Now we will see how to improve this approximation of $f (x, y)$ using a quadratic function: the $2^{\text{nd}}$ -degree Taylor polynomial for $f$ at $(x, y)$ .

Review of Taylor Polynomials for a Function of One Variable

Do you remember Taylor Polynomials from Calculus II?

Definition: Taylor polynomials for a function of one variable, $y = f(x)$

If $f$ has $n$ derivatives at $x = c$ , then the polynomial,

$P_n(x) = f(c) + f'(c)(x - c) + \frac{f''(c)}{2!}(x - c)^2 + \cdots + \frac{f^{(n)}(c)}{n!}(x-c)^n$

is called the

$n^{\text{th}}$ -degree Taylor Polynomial for

$f$ at

$c$ .

Now a function of one variable $f(x)$ can be approximated for $x$ near $c$ using its $1^{\text{st}}$ -degree Taylor Polynomial (i.e., using the equation of its tangent line at the point $(c, f(c)$ ). This $1^{\text{st}}$ -degree Taylor Polynomial is also called the linear approximation of $f(x)$ for $x$ near $c$ .

That is:

$f(x) \approx f(c) + f '(c) (x - c)$

Note

Remember that the first-derivative of this $1^{\text{st}}$ -degree Taylor polynomial at $x = c$ is equal to the first derivative of $f$ at $x = c$ . That is:

Since $P_1(x) = f(c) + f '(c) (x - c)$ ,

$P_1'(c) = f'(c) \nonumber$

A better approximation of $f(x)$ for $x$ near $c$ is the quadratic approximation (i.e., the $2^{\text{nd}}$ -degree Taylor polynomial of $f$ at $x = c$ ):

$f(x) \approx f(c) + f '(c) (x - c) + \frac{ f ''(c)}{2}(x - c)^2$

Note

Remember that both the first and second derivatives of the $2^{\text{nd}}$ -degree Taylor polynomial of $f$ at $x = c$ are the same as those for $f$ at $x = c$ . That is:

Since $P_2(x) = f(c) + f '(c) (x - c) + \frac{ f ''(c)}{2}(x - c)^2$ ,

$P_2'(c) = f'(c) \quad \text{and} \quad P_2''(c) = f''(c) \nonumber$

1st and 2nd-Degree Taylor Polynomials for Functions of Two Variables

Taylor Polynomials work the same way for functions of two variables. (There are just more of each derivative!)
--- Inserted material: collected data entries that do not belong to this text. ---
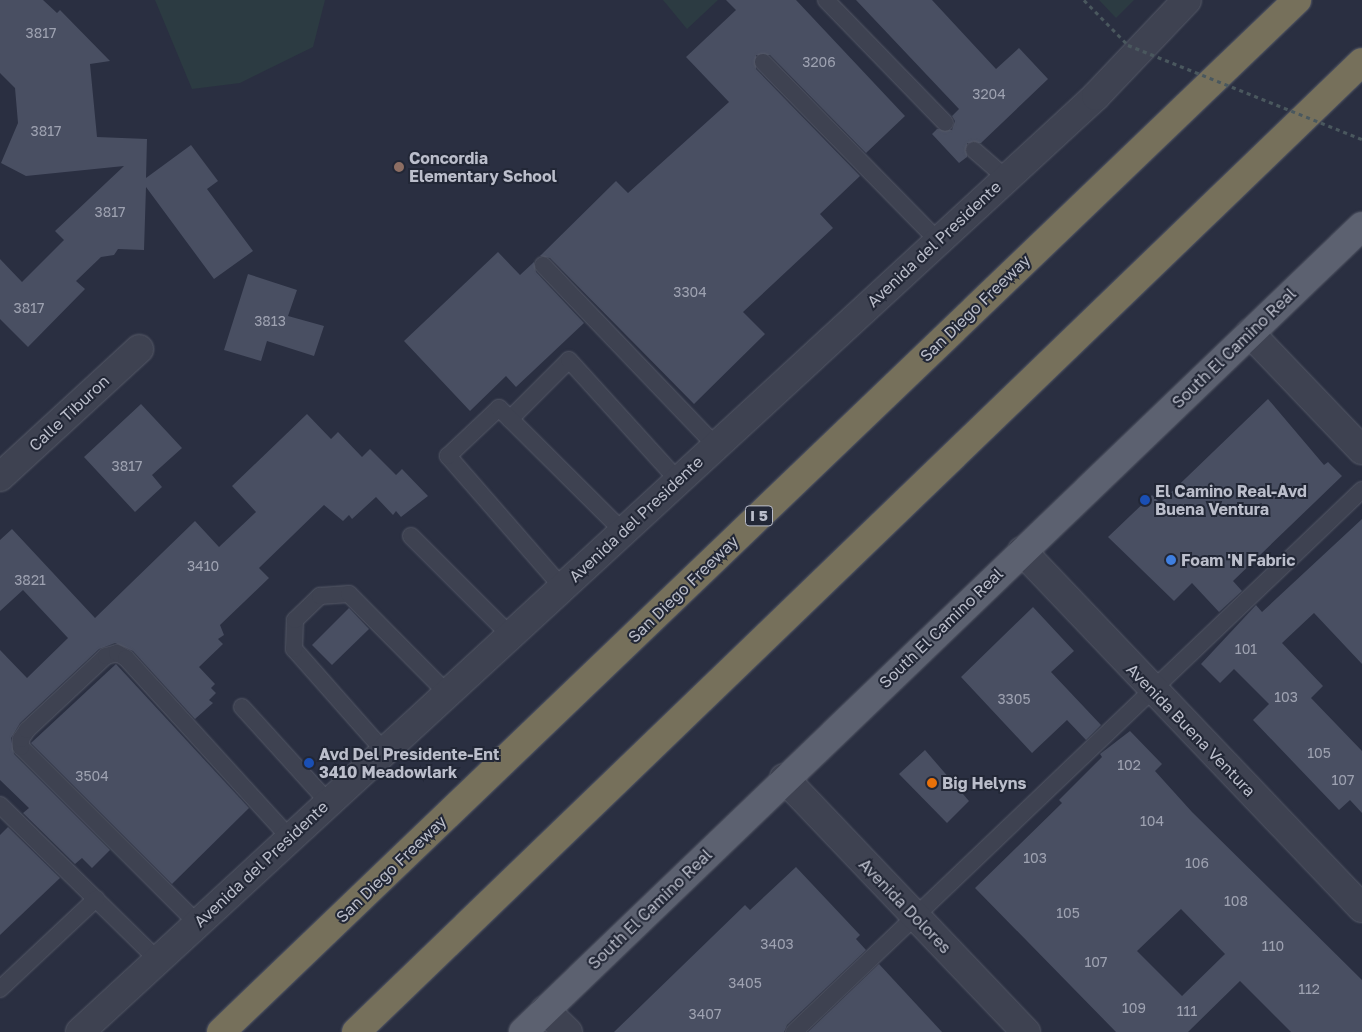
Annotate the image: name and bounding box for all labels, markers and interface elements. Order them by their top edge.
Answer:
house number: 3817 [26,25,56,41]
house number: 3206 [802,54,836,70]
house number: 3204 [972,86,1006,102]
house number: 3817 [31,123,61,139]
place label: Concordia Elementary School [409,148,557,186]
marker: Concordia Elementary School [393,161,405,173]
street label: Avenida del Presidente [863,177,1005,311]
house number: 3817 [95,204,125,220]
street label: San Diego Freeway [916,251,1034,365]
house number: 3304 [673,284,707,300]
street label: South El Camino Real [1168,284,1300,412]
house number: 3817 [14,300,44,316]
house number: 3813 [254,313,286,329]
street label: Calle Tiburon [25,371,113,455]
street label: Avenida del Presidente [565,452,707,586]
house number: 3817 [112,458,142,474]
place label: El Camino Real-Avd Buena Ventura [1155,481,1307,519]
marker: El Camino Real-Avd Buena Ventura [1139,494,1151,506]
road number: I 5 [744,504,774,528]
street label: San Diego Freeway [624,532,742,646]
place label: Foam 'N Fabric [1181,550,1295,570]
marker: Foam 'N Fabric [1165,554,1177,566]
house number: 3410 [187,558,219,574]
street label: South El Camino Real [875,564,1007,692]
house number: 3821 [14,572,46,588]
house number: 101 [1235,641,1257,657]
street label: Avenida Buena Ventura [1123,660,1259,800]
house number: 103 [1274,689,1298,705]
house number: 3305 [997,691,1031,707]
place label: Avd Del Presidente-Ent 3410 Meadowlark [319,744,499,782]
house number: 105 [1307,745,1331,761]
marker: Avd Del Presidente-Ent 3410 Meadowlark [303,757,315,769]
house number: 102 [1117,757,1141,773]
house number: 3504 [75,768,109,784]
house number: 107 [1332,772,1354,788]
place label: Big Helyns [942,773,1026,793]
marker: Big Helyns [926,777,938,789]
street label: Avenida del Presidente [190,797,332,931]
street label: San Diego Freeway [332,812,450,926]
house number: 104 [1140,813,1164,829]
street label: South El Camino Real [584,845,716,973]
house number: 103 [1023,850,1047,866]
street label: Avenida Dolores [855,855,955,957]
house number: 106 [1185,855,1209,871]
house number: 108 [1224,893,1248,909]
house number: 105 [1056,905,1080,921]
house number: 3403 [760,936,794,952]
house number: 110 [1262,938,1284,954]
house number: 107 [1085,954,1107,970]
house number: 3405 [728,975,762,991]
house number: 112 [1298,981,1320,997]
house number: 109 [1122,1000,1146,1016]
house number: 111 [1177,1003,1197,1019]
house number: 3407 [689,1006,721,1022]

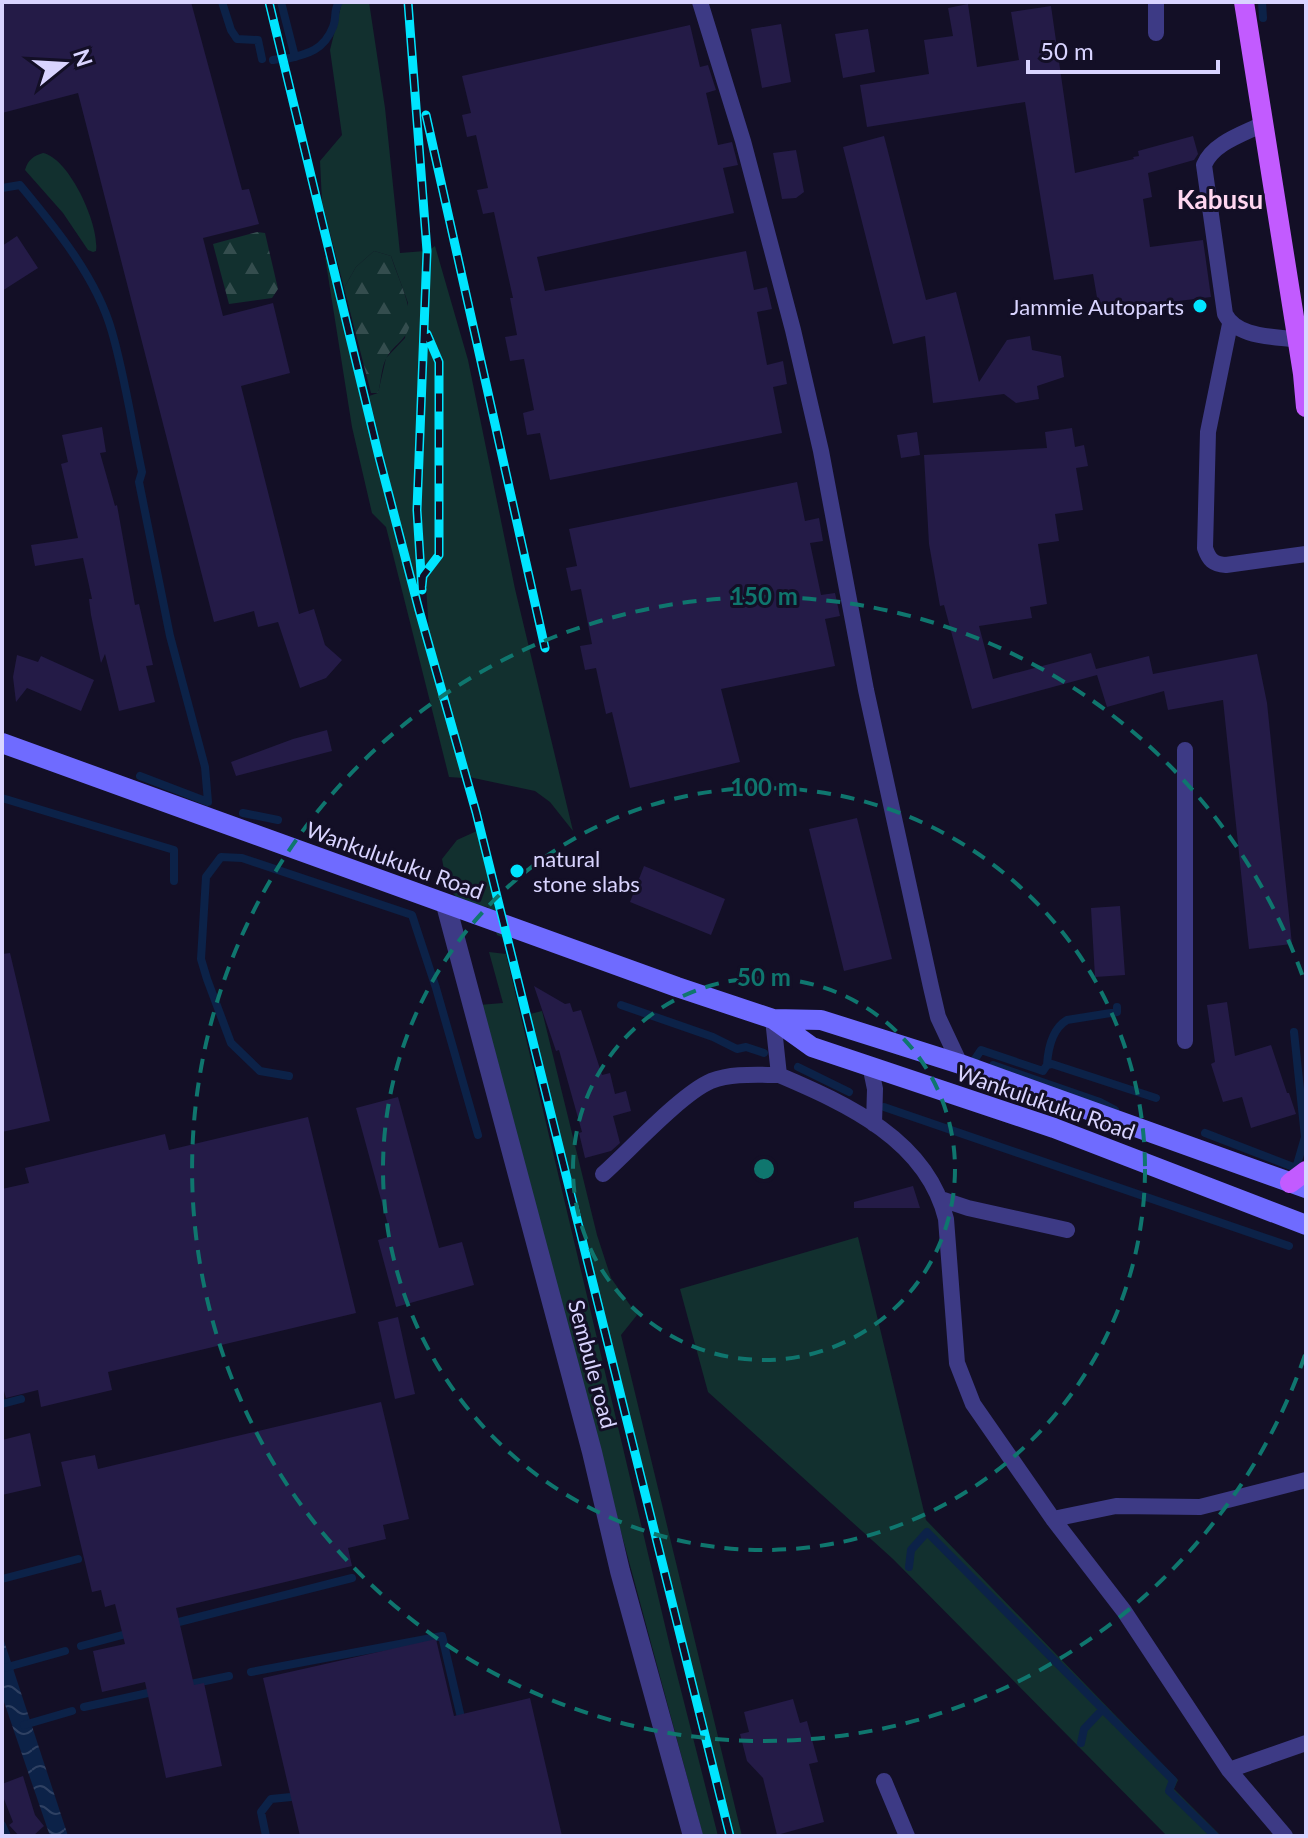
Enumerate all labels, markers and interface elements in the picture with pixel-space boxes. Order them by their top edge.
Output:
north arrow [24,24,104,104]
scale bar [1028,24,1218,74]
text: 50 m [1040,36,1094,65]
text: N [68,45,99,70]
district label: Kabusu [1177,183,1263,215]
place label: Jammie Autoparts [1010,293,1184,320]
marker: Jammie Autoparts [1191,297,1209,315]
text: 150 m [730,581,798,610]
text: 100 m [730,772,798,801]
street label: Wankulukuku Road [303,815,487,905]
place label: natural stone slabs [533,845,640,897]
marker: natural stone slabs [508,862,526,880]
text: 50 m [737,962,791,991]
street label: Wankulukuku Road [953,1059,1139,1145]
centre of rings [750,1155,778,1183]
street label: Sembule road [563,1297,623,1431]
Definition: first-degree Taylor polynomial of a function of two variables, $f(x, y)$

For a function of two variables $f(x, y)$ whose first partials exist at the point $(a, b)$ , the $1^{\text{st}}$ -degree Taylor polynomial of $f$ for $(x, y)$ near the point $(a, b)$ is:

$f (x, y) \approx L(x, y) = f (a, b) + f_x(a, b) (x - a) + f_y(a, b) (y - b)$

$L(x,y)$ is also called the linear (or tangent plane) approximation of $f$ for $(x, y)$ near the point $(a, b)$ .

Note that this is really just the equation of the function $f$ 's tangent plane.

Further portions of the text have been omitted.